• TASK DIRECTIONS
Scan the material for the string "without" and copy out every line in which it occurs.

═══

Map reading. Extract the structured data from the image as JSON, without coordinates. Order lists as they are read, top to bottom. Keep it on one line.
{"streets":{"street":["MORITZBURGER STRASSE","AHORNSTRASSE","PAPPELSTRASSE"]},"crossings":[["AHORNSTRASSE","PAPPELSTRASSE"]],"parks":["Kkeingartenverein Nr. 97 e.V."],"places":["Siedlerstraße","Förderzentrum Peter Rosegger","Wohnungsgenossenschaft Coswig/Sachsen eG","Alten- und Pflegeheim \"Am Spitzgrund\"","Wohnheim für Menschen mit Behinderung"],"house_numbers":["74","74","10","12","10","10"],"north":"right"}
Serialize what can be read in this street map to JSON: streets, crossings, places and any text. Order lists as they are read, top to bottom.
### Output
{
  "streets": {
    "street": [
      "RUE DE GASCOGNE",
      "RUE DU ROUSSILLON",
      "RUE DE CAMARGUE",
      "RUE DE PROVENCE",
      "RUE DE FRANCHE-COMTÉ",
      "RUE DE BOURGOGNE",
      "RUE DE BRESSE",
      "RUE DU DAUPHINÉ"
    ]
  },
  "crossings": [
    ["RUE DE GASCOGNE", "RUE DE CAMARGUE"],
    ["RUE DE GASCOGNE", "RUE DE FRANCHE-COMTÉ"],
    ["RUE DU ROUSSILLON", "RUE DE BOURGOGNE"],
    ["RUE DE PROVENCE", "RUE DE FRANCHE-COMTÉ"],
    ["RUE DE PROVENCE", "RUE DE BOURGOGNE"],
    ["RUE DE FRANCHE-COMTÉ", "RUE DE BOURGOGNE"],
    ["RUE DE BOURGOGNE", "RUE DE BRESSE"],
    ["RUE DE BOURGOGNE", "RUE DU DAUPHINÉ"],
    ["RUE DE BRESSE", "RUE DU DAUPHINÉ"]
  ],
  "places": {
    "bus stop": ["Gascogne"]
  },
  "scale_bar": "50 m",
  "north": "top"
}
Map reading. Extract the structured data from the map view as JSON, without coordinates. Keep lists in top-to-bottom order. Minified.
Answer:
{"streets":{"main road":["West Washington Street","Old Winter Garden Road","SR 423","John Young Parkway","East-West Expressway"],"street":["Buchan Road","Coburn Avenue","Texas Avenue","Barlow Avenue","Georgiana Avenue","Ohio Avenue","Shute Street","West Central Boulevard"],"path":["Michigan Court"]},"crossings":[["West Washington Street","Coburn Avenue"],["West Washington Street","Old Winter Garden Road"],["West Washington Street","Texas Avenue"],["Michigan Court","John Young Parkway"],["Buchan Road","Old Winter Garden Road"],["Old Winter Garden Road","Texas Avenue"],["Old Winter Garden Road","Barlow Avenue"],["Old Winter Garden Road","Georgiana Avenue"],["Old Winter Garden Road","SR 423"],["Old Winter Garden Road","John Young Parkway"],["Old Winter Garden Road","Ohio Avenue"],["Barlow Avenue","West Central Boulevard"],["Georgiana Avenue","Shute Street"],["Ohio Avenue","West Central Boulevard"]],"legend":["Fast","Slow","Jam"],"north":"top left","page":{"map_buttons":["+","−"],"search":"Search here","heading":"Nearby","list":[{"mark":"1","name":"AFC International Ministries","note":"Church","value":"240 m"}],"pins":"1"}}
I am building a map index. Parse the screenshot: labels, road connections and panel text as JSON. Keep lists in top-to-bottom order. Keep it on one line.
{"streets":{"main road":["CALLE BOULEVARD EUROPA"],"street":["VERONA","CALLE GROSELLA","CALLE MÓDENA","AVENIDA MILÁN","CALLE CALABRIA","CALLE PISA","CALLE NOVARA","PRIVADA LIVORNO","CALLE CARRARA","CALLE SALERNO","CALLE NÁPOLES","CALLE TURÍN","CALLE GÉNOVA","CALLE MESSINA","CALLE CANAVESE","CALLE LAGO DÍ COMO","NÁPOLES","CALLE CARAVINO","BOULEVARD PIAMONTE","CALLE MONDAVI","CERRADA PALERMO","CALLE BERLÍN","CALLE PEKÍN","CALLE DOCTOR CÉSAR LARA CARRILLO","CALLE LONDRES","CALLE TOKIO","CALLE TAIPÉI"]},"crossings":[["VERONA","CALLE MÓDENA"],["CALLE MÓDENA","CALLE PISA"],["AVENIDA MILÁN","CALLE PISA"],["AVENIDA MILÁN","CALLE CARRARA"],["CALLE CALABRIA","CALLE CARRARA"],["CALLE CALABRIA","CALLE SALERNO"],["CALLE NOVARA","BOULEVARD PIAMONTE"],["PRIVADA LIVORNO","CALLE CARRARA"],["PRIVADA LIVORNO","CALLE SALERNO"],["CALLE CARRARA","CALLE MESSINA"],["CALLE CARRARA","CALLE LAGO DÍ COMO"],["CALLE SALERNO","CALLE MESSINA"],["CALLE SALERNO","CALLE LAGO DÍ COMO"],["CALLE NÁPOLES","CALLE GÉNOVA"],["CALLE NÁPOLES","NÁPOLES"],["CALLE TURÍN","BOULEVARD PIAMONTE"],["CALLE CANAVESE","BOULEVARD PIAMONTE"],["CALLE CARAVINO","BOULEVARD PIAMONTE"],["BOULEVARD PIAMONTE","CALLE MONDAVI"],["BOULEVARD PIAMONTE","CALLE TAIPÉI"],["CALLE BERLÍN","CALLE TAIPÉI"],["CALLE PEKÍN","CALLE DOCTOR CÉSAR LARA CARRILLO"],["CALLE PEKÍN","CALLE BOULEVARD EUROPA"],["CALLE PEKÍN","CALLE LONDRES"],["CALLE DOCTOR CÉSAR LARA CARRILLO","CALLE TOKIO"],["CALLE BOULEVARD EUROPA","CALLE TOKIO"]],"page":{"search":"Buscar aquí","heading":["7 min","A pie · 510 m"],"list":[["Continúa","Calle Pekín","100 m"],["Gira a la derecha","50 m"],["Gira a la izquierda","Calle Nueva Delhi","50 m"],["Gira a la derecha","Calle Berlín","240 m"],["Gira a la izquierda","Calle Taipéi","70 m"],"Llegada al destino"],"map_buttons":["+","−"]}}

═══

• EXERCISE SOLUTION
Map reading. Extract the structured data from the image as JSON, without coordinates. Order lists as they are read, top to bottom. Keep it on one line.
Map reading. Extract the structured data from the map view as JSON, without coordinates. Keep lists in top-to-bottom order. Minified.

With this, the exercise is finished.